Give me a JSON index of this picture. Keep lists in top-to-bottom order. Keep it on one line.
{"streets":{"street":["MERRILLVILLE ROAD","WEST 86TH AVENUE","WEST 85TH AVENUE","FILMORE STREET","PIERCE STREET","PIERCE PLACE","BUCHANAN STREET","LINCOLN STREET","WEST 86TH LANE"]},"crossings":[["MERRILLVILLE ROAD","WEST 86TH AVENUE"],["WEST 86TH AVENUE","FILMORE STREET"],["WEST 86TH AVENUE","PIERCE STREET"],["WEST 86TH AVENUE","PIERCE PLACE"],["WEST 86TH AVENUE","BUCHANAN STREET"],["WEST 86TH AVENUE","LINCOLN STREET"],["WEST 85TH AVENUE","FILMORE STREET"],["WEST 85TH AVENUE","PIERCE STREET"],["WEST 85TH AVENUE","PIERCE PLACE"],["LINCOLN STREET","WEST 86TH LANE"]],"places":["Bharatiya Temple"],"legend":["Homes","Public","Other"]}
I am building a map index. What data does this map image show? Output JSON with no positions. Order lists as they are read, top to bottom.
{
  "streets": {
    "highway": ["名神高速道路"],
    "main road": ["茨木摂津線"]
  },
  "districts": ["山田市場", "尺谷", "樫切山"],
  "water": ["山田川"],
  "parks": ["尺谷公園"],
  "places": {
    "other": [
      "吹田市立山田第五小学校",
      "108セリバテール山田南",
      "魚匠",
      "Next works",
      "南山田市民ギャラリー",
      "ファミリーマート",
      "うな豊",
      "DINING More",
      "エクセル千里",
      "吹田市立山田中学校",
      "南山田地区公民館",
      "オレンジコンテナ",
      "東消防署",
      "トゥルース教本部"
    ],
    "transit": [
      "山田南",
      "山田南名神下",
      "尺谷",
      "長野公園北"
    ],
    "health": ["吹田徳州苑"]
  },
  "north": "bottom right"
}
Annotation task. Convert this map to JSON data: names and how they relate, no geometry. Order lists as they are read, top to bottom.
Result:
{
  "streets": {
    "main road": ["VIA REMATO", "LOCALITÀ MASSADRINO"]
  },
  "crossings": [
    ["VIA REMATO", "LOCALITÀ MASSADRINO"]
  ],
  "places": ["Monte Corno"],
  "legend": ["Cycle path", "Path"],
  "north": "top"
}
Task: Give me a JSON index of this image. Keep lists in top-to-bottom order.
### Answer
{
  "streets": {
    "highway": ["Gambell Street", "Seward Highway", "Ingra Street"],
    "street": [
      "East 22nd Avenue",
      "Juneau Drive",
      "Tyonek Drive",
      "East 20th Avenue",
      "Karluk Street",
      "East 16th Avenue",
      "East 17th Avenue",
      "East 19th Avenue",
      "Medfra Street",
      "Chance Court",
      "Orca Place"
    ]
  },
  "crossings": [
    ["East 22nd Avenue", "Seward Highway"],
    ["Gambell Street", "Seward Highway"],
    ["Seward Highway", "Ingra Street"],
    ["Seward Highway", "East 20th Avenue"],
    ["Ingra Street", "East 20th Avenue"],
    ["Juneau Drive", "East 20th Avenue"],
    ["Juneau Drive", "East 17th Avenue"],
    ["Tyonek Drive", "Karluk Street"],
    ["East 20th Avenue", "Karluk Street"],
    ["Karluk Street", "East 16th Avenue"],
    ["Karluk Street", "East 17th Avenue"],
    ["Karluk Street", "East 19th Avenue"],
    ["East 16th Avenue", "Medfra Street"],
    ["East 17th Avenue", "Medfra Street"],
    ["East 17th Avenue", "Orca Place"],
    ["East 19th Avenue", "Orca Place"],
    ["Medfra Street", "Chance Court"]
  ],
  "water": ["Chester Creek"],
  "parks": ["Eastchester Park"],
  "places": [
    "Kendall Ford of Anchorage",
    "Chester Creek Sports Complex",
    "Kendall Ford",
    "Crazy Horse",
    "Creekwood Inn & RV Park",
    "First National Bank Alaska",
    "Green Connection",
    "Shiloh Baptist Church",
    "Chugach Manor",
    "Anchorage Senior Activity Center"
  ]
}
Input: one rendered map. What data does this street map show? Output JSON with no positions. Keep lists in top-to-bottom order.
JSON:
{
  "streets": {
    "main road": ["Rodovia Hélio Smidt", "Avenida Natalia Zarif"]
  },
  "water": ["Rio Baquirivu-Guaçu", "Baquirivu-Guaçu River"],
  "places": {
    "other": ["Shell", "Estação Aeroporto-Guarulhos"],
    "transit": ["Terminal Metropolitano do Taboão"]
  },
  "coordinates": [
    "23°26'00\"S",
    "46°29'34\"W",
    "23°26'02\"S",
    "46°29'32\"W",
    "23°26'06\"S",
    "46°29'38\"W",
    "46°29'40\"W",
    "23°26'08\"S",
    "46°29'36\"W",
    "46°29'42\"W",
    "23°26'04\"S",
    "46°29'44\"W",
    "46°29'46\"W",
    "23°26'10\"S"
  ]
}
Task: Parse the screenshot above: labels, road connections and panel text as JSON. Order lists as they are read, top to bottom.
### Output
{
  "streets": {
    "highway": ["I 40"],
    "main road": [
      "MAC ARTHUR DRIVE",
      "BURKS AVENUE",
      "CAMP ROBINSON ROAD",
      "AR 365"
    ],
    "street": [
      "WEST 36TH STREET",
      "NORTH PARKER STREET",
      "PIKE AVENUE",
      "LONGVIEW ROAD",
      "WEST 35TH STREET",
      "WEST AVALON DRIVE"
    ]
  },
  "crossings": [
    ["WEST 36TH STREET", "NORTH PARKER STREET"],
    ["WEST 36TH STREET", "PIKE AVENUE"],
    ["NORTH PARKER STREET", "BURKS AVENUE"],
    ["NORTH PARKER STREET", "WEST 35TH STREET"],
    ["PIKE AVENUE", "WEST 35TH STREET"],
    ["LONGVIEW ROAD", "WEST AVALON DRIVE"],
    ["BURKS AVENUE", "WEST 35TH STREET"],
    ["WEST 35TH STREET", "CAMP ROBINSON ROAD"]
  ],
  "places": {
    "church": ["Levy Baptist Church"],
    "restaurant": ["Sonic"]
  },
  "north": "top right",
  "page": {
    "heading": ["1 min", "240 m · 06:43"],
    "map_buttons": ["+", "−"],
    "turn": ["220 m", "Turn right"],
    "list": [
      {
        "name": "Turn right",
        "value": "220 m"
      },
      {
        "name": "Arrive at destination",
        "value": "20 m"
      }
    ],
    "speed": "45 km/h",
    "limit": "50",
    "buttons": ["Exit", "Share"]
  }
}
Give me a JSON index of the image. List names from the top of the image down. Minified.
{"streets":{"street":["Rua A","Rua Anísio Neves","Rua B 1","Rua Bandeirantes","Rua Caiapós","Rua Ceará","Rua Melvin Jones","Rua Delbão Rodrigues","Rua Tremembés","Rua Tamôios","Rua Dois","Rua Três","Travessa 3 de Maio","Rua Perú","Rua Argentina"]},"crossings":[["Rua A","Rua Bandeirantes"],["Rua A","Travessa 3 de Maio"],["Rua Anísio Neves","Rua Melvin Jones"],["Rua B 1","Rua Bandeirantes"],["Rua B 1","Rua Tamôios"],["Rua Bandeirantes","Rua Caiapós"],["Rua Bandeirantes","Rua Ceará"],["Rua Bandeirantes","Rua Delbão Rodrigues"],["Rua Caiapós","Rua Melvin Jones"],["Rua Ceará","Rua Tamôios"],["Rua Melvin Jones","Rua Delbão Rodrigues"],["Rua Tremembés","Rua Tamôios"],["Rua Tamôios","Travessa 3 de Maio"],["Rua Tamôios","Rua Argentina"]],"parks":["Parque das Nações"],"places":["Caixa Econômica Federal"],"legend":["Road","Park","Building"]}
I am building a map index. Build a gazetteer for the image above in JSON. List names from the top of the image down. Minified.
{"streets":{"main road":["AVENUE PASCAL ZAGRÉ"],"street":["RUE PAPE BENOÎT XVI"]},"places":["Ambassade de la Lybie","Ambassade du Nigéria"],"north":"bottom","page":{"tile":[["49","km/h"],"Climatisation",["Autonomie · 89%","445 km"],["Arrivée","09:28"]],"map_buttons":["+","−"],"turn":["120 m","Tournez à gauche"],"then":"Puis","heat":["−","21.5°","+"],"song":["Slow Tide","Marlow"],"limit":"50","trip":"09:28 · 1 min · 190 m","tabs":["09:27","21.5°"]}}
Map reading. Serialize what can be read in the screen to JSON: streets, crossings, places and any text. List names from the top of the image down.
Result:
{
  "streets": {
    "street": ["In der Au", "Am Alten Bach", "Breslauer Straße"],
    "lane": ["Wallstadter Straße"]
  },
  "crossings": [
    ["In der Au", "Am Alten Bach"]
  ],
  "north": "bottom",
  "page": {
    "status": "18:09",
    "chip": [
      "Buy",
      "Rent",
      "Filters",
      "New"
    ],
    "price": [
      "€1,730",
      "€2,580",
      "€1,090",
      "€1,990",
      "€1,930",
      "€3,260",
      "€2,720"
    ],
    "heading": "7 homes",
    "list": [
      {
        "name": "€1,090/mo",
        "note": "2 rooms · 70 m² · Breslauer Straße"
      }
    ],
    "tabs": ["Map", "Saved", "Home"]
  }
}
^^^^
§ Requirement
Please output only the lines from the first line of the entries through the line with "Task: Give me", both included, exactly as written.

§ Finished task
Give me a JSON index of this picture. Keep lists in top-to-bottom order. Keep it on one line.
{"streets":{"street":["MERRILLVILLE ROAD","WEST 86TH AVENUE","WEST 85TH AVENUE","FILMORE STREET","PIERCE STREET","PIERCE PLACE","BUCHANAN STREET","LINCOLN STREET","WEST 86TH LANE"]},"crossings":[["MERRILLVILLE ROAD","WEST 86TH AVENUE"],["WEST 86TH AVENUE","FILMORE STREET"],["WEST 86TH AVENUE","PIERCE STREET"],["WEST 86TH AVENUE","PIERCE PLACE"],["WEST 86TH AVENUE","BUCHANAN STREET"],["WEST 86TH AVENUE","LINCOLN STREET"],["WEST 85TH AVENUE","FILMORE STREET"],["WEST 85TH AVENUE","PIERCE STREET"],["WEST 85TH AVENUE","PIERCE PLACE"],["LINCOLN STREET","WEST 86TH LANE"]],"places":["Bharatiya Temple"],"legend":["Homes","Public","Other"]}
I am building a map index. What data does this map image show? Output JSON with no positions. Order lists as they are read, top to bottom.
{
  "streets": {
    "highway": ["名神高速道路"],
    "main road": ["茨木摂津線"]
  },
  "districts": ["山田市場", "尺谷", "樫切山"],
  "water": ["山田川"],
  "parks": ["尺谷公園"],
  "places": {
    "other": [
      "吹田市立山田第五小学校",
      "108セリバテール山田南",
      "魚匠",
      "Next works",
      "南山田市民ギャラリー",
      "ファミリーマート",
      "うな豊",
      "DINING More",
      "エクセル千里",
      "吹田市立山田中学校",
      "南山田地区公民館",
      "オレンジコンテナ",
      "東消防署",
      "トゥルース教本部"
    ],
    "transit": [
      "山田南",
      "山田南名神下",
      "尺谷",
      "長野公園北"
    ],
    "health": ["吹田徳州苑"]
  },
  "north": "bottom right"
}
Annotation task. Convert this map to JSON data: names and how they relate, no geometry. Order lists as they are read, top to bottom.
Result:
{
  "streets": {
    "main road": ["VIA REMATO", "LOCALITÀ MASSADRINO"]
  },
  "crossings": [
    ["VIA REMATO", "LOCALITÀ MASSADRINO"]
  ],
  "places": ["Monte Corno"],
  "legend": ["Cycle path", "Path"],
  "north": "top"
}
Task: Give me a JSON index of this image. Keep lists in top-to-bottom order.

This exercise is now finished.